- [What you need to do] The answer is a number and nothing else: the count of lines in these entries containing the word "shadow".

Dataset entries
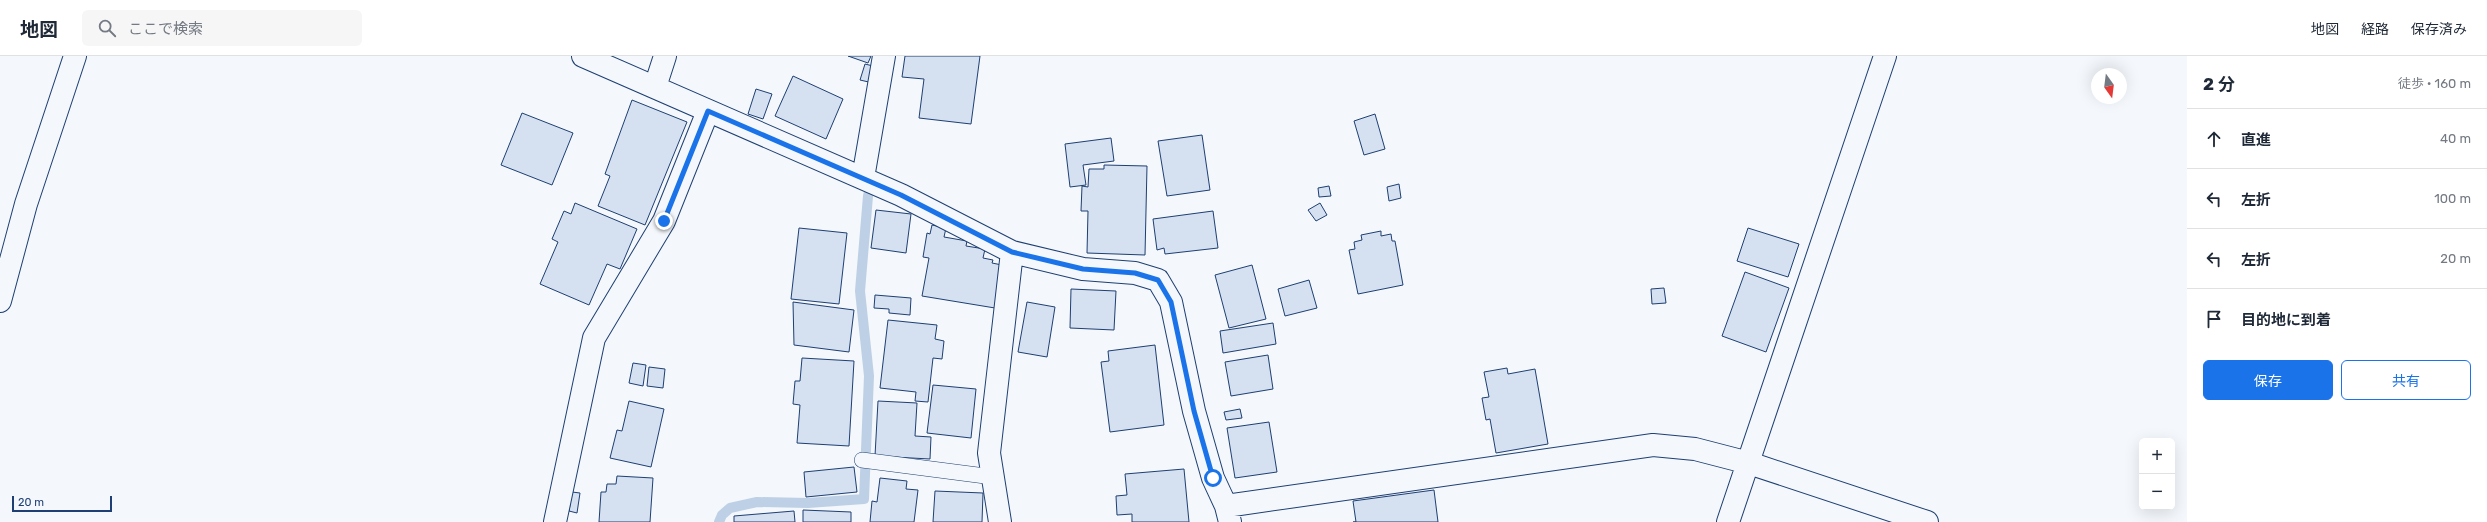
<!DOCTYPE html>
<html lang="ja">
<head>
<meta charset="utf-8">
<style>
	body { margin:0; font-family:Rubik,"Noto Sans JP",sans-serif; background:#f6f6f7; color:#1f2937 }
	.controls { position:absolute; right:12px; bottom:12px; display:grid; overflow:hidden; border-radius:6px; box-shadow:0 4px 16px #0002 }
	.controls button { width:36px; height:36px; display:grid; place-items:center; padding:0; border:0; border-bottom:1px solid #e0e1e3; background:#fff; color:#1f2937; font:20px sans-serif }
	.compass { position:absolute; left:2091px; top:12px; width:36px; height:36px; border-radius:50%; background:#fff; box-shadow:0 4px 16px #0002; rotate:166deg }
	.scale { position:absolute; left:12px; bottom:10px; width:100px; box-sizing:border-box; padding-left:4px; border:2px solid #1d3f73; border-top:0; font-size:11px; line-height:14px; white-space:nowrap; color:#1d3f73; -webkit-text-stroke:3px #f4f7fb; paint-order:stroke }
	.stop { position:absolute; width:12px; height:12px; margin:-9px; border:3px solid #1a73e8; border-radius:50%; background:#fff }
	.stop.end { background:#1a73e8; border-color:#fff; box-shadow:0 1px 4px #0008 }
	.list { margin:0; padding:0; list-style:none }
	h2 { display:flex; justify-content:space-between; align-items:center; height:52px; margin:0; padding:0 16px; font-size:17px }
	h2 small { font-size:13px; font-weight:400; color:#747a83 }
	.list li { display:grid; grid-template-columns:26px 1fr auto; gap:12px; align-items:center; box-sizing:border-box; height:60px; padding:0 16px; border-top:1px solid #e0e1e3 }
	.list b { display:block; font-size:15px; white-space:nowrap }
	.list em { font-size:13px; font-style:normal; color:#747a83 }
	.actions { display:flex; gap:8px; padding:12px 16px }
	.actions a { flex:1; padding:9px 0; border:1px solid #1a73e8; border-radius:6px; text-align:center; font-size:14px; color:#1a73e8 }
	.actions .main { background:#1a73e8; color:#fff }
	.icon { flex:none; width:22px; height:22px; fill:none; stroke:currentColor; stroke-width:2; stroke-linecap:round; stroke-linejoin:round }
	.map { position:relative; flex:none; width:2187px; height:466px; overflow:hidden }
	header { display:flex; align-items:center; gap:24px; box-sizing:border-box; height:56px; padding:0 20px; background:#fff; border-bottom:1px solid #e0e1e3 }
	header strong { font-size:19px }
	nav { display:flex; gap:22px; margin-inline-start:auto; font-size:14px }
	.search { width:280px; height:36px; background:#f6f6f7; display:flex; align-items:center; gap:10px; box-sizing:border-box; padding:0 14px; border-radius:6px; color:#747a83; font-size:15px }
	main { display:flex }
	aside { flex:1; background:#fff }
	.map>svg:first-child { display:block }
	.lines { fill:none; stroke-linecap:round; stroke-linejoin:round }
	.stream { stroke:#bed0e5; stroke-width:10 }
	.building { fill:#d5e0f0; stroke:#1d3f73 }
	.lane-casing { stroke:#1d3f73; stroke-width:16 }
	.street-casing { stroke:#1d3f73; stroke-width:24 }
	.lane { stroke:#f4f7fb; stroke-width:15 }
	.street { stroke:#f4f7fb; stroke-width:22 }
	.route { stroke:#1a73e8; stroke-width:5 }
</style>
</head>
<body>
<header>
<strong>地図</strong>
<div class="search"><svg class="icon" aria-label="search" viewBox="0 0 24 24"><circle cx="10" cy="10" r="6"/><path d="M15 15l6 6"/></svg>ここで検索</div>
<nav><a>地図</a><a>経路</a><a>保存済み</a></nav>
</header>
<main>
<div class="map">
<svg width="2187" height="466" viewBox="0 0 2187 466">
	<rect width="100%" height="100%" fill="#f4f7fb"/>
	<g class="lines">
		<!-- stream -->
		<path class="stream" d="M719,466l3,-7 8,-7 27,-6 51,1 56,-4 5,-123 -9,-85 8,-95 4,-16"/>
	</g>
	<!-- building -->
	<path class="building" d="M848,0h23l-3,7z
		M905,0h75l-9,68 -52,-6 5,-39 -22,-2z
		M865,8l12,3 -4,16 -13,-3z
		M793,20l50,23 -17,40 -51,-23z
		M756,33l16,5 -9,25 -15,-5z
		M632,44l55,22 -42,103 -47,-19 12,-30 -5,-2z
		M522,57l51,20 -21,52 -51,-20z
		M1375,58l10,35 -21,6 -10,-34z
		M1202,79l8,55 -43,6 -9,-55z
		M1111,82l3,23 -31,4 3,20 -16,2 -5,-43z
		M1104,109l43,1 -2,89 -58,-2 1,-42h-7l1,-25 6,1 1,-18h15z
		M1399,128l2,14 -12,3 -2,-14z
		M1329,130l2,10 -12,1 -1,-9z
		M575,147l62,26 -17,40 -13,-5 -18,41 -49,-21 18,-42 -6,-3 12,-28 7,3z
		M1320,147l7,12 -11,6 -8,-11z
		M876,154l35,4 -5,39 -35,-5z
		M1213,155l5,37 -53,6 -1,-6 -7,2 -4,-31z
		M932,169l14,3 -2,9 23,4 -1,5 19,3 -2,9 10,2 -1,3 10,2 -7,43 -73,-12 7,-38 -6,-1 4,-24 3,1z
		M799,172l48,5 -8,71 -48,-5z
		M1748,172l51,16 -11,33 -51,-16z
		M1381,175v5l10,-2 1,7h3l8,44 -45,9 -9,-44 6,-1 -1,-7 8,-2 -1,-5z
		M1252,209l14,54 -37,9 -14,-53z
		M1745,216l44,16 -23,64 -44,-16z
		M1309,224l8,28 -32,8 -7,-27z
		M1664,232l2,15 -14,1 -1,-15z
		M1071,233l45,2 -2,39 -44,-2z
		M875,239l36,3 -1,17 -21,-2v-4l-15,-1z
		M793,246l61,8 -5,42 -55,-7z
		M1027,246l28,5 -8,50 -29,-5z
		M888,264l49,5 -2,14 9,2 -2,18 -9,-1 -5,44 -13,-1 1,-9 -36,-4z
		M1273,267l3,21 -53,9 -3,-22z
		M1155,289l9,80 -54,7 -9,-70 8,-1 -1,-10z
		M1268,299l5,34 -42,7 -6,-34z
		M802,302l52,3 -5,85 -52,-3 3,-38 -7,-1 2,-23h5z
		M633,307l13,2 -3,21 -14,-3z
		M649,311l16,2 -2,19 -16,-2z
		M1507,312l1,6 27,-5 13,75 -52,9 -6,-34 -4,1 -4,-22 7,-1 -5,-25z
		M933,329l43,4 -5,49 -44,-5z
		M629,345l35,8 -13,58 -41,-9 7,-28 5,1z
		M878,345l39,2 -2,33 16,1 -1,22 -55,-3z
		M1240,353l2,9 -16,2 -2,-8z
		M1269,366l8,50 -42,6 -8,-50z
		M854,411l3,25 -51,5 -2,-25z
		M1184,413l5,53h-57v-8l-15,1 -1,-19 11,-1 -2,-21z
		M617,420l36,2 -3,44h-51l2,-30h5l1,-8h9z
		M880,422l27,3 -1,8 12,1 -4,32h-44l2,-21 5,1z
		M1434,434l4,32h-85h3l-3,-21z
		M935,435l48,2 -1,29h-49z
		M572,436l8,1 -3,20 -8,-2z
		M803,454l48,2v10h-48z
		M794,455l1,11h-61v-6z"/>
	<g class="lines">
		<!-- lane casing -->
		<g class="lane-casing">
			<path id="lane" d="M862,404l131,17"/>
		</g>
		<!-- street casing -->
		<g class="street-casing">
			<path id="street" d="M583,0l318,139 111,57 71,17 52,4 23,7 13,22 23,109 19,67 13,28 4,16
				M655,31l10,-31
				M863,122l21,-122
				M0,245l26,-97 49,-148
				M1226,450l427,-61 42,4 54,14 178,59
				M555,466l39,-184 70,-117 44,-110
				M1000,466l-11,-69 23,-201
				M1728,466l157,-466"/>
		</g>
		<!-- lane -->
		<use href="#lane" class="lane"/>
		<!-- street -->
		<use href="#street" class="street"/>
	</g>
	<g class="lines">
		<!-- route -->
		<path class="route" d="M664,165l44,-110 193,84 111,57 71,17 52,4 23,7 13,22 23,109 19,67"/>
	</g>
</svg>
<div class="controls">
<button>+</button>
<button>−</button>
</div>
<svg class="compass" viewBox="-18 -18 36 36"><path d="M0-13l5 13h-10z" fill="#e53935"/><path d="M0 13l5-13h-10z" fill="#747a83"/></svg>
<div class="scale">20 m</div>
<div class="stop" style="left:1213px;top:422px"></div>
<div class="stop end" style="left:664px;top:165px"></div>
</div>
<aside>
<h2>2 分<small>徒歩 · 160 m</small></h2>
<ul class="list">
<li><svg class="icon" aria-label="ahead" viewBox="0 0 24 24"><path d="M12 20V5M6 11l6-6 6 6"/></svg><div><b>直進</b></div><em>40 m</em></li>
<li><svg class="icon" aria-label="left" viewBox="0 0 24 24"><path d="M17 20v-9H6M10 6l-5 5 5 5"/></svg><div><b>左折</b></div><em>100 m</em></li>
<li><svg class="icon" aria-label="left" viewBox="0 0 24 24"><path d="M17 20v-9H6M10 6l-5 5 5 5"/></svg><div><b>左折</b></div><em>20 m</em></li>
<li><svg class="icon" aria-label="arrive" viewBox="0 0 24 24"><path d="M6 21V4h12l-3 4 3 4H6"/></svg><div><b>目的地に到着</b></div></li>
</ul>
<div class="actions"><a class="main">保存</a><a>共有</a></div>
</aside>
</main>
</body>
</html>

- [Answer to the exercise] 3